Another former staff investigator noted that Ciaramella is no longer protected by federal whistleblower laws. He has left the government and is currently employed by the Carnegie Endowment for International Peace in Washington as a senior fellow and a , focusing on Ukraine and Russia, where he consults with White House officials and advocates for billions of dollars in Ukrainian aid, including” a Marshall Plan for the Ukrainian military.” Through a spokesperson, Ciaramella declined to comment.
According to Jason Foster, a former Senate Judiciary Committee chief investigative counsel and whistleblower expert, “none of the whistleblower protections apply to this particular situation.” He also noted that the Whistleblower Protection Act does n’t shield whistleblowers from any other conduct they might have been involved in, including their own conduct. It also grants them a legal right to remain anonymous.
A spokeswoman for the House Oversight Committee, which is leading the Biden impeachment inquiry, declined to say whether Ciaramella is on the witness list. Jessica Collins, the director of House Oversight Communications, said,” I do n’t have anything for you on this at this time.” However, Comer has publicly described the “whistleblower” impeachment of Trump as a” cover- up” operation for the alleged Biden blackmail scheme in Ukraine involving U. S. aid and the Burisma corruption probe.
What Ciaramella witnessed and what he recorded in notes taken at high-level Biden-Ukraine meetings might now be relevant for the President’s active impeachment inquiry. The House may have little choice but to hold the kind of hearings the Democrats blocked during the earlier impeachment by keeping Ciaramella’s identity — and his own potential conflict — secret.

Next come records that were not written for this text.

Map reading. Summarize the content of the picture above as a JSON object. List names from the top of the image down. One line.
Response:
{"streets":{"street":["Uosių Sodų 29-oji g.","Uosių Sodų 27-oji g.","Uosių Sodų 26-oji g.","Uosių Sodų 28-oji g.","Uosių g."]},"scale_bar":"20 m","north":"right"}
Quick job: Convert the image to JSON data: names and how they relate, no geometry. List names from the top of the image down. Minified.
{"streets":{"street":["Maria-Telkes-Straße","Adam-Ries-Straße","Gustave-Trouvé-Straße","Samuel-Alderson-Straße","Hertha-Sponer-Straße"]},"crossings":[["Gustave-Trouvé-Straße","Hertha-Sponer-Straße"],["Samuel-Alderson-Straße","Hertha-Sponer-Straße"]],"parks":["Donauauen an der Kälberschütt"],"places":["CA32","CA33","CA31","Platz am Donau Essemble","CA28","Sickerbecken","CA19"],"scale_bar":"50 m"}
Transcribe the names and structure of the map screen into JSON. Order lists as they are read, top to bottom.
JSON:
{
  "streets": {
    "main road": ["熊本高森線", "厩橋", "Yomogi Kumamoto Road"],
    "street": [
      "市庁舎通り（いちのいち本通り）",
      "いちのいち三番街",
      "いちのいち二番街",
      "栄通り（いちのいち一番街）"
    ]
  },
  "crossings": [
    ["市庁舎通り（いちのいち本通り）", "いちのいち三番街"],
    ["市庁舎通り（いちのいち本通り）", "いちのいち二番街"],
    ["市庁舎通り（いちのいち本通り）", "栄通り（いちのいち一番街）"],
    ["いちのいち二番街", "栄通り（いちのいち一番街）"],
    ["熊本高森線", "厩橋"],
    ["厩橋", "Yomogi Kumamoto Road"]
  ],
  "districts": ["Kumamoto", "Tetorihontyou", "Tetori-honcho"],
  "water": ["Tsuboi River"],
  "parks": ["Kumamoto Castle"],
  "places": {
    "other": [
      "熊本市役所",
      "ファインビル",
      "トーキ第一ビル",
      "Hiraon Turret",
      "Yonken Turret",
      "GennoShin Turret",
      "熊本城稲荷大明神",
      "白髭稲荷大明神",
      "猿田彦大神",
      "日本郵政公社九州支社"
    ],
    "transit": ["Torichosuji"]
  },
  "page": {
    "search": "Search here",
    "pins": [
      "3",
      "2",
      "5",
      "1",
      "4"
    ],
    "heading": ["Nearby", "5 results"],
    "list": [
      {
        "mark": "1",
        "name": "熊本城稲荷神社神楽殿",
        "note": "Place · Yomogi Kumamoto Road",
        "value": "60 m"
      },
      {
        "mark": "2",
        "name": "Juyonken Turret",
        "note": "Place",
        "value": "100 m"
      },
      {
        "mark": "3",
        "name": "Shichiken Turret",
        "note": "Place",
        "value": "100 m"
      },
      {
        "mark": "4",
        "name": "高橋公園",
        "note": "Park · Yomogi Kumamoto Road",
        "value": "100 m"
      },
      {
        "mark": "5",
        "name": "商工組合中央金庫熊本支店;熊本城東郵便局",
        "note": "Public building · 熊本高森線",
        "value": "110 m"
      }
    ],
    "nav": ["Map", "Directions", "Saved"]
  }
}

Ciaramella might now be reluctant to testify against Biden in light of Trump’s impeachment.
This article was originally published by RealClearInvestigations.
Investigative journalist Paul Sperry regularly contributes to RealClearInvestigations and has written articles for the New York Post, New York Times, and Wall Street Journal. His books include’ The Great American Bank Robbery ‘ ( 2011 ), and ‘ Crude Politics: How Bush’s Oil Cronies Hijacked the War on Terrorism ‘ ( 2003 ).